▶ _ACTIVITY_
Lines after the one containing "2px #a6a6a6) drop-shadow(0" are to be omitted; print exactly each line from the start of the records up to and including it.

▶ _DATA TO PROCESS_
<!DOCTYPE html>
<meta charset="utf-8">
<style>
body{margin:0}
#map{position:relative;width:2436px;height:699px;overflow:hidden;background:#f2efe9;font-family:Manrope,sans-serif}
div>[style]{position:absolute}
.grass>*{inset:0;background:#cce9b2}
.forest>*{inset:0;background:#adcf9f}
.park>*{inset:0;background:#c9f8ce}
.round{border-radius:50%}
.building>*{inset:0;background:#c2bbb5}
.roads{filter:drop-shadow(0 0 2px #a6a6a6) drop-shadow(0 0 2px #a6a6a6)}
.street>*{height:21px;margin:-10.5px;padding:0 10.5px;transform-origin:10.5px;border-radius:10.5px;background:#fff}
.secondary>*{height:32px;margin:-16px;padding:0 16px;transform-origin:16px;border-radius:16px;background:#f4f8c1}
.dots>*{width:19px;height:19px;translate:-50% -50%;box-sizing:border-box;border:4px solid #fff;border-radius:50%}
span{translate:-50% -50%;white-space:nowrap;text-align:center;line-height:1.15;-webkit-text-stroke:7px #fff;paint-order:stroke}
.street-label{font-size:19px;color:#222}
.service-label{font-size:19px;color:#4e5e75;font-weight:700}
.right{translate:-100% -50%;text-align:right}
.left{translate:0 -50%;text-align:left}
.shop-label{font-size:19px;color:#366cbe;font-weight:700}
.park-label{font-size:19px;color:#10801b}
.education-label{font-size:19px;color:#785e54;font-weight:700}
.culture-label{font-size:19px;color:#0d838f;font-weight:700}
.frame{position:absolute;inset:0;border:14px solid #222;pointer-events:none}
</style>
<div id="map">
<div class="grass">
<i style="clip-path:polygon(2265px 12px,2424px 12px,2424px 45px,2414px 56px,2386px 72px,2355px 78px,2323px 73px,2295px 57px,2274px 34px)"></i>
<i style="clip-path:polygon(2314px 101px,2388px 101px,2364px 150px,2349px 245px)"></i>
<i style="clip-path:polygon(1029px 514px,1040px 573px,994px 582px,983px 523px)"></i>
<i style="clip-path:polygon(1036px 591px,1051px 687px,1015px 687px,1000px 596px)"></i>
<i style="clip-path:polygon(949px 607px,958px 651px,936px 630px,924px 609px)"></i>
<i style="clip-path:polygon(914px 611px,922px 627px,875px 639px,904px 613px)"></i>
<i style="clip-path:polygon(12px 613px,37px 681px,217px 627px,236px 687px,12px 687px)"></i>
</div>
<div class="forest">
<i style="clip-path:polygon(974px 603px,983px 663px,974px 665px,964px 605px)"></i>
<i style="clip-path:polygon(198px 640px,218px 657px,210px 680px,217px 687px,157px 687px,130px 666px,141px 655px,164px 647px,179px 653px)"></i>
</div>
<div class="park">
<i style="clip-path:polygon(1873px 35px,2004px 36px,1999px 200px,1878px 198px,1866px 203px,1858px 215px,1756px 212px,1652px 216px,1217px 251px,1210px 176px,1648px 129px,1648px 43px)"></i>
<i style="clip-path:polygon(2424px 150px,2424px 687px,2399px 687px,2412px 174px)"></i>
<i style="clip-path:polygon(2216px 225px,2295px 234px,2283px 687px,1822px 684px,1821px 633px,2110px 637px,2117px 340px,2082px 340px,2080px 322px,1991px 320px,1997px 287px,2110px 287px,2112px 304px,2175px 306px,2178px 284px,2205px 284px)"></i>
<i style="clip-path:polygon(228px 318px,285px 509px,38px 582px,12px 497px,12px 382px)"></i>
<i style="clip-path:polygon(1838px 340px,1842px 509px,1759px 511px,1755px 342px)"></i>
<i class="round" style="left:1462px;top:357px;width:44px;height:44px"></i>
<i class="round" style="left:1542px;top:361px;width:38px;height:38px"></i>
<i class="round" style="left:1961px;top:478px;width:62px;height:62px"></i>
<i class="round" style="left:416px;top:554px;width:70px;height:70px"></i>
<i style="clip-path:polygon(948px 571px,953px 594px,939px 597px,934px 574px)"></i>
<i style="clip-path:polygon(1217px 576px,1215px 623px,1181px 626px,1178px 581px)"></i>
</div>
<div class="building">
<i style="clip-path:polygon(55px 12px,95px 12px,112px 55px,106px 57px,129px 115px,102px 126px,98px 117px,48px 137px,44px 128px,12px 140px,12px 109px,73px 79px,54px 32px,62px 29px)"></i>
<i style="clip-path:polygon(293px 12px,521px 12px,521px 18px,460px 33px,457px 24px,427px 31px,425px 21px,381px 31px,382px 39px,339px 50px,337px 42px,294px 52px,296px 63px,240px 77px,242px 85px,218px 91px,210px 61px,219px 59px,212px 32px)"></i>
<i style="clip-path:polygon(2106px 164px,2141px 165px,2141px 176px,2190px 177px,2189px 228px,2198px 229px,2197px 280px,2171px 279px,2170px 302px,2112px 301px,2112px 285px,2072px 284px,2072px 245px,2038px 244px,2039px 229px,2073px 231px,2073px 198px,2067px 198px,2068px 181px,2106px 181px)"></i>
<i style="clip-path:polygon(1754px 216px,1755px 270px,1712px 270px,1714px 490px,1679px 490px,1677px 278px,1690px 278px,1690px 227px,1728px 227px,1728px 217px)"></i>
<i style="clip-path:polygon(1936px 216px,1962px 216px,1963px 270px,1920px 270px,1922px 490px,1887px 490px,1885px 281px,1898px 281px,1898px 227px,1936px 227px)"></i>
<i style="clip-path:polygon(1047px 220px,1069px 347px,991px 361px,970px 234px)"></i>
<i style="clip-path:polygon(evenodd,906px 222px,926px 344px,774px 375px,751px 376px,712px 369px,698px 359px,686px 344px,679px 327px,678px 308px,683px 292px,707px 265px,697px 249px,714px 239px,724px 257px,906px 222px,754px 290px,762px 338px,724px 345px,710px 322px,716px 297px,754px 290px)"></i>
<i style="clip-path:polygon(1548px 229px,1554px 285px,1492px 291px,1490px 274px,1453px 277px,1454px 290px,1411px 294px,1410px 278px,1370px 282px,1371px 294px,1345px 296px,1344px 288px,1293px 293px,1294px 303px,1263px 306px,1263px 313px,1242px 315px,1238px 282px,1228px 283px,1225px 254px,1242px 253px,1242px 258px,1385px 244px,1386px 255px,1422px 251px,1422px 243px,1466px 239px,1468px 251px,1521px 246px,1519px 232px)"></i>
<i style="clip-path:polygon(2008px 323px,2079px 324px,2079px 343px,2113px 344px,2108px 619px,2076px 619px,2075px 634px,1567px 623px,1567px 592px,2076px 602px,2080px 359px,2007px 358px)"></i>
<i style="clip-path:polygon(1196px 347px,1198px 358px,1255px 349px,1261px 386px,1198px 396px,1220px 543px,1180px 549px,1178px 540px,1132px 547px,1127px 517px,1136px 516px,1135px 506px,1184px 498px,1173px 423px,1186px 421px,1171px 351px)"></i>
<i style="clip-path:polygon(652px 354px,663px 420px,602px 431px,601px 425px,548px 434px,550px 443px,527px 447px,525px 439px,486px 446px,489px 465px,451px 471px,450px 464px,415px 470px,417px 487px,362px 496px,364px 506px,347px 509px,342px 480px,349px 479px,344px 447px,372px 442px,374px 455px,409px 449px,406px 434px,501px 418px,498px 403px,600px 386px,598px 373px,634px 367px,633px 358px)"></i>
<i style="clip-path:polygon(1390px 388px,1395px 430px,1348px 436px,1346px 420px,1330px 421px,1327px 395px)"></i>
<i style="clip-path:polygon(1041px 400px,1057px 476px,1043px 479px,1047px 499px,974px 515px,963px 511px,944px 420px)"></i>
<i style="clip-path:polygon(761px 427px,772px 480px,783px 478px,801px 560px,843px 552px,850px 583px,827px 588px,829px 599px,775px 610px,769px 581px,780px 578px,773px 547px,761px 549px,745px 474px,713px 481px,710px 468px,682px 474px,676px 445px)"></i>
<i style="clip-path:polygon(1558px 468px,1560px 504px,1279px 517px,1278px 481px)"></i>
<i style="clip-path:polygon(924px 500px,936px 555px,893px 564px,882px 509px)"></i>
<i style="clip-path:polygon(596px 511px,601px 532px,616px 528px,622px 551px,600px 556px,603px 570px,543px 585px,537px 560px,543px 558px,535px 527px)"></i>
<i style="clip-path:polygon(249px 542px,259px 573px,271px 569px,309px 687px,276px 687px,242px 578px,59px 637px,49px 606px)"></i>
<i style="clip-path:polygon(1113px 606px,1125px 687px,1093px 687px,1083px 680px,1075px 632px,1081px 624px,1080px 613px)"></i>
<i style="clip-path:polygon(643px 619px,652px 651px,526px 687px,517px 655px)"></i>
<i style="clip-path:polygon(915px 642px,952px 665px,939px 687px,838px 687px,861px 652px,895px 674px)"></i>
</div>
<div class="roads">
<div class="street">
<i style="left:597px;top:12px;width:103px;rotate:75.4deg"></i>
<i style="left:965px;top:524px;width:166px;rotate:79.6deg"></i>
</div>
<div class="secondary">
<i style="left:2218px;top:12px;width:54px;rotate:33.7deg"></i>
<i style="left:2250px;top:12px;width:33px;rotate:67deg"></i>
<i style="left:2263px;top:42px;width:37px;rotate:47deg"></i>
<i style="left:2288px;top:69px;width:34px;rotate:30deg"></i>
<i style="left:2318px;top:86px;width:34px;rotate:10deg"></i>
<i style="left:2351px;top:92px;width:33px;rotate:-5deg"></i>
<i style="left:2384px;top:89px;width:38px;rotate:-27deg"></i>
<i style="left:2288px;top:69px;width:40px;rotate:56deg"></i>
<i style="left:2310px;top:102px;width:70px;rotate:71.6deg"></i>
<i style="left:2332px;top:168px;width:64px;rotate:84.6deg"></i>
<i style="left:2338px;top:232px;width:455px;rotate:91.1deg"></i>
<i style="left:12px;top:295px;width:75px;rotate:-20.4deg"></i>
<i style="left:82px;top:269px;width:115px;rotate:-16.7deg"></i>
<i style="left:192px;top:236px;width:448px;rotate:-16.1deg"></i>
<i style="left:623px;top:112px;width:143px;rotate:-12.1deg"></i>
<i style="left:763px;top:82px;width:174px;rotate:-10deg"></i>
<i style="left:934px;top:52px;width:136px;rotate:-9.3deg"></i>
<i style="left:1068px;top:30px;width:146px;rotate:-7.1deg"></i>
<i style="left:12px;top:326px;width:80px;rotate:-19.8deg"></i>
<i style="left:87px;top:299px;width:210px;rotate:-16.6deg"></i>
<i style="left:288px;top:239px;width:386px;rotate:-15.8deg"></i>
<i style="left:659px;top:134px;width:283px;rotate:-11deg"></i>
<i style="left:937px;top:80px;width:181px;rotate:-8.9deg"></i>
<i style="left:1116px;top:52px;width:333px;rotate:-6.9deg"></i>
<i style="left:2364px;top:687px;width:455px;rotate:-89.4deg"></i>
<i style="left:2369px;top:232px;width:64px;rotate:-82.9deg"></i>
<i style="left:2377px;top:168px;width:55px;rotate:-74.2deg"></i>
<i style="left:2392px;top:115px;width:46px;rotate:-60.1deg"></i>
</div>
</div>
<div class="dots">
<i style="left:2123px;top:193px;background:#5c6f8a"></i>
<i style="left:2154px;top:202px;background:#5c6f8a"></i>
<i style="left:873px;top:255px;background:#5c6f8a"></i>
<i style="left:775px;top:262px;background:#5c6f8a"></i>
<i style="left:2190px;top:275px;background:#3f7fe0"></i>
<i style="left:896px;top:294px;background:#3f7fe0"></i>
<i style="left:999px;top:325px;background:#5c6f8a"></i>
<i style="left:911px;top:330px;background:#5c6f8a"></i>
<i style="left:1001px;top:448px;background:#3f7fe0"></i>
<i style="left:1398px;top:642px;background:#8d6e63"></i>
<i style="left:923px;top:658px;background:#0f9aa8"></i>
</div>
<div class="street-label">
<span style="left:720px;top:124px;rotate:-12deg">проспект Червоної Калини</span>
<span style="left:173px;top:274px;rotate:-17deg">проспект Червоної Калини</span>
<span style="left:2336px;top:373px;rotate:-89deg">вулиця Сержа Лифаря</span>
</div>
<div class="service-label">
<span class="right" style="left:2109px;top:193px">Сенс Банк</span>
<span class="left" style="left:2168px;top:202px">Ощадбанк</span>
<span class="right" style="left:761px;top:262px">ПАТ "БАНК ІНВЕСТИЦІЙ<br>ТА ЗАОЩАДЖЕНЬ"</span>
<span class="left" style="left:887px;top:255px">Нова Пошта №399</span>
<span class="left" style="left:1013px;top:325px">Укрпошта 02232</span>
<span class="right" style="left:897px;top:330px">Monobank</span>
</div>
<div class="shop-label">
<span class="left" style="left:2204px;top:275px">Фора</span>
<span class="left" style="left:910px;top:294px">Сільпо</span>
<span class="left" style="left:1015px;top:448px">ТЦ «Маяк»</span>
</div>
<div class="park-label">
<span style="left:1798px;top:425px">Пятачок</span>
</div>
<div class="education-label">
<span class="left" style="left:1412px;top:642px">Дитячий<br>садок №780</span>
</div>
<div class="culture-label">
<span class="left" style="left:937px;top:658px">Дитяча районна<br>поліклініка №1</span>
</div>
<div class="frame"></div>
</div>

▶ _RESULT_
<!DOCTYPE html>
<meta charset="utf-8">
<style>
body{margin:0}
#map{position:relative;width:2436px;height:699px;overflow:hidden;background:#f2efe9;font-family:Manrope,sans-serif}
div>[style]{position:absolute}
.grass>*{inset:0;background:#cce9b2}
.forest>*{inset:0;background:#adcf9f}
.park>*{inset:0;background:#c9f8ce}
.round{border-radius:50%}
.building>*{inset:0;background:#c2bbb5}
.roads{filter:drop-shadow(0 0 2px #a6a6a6) drop-shadow(0 0 2px #a6a6a6)}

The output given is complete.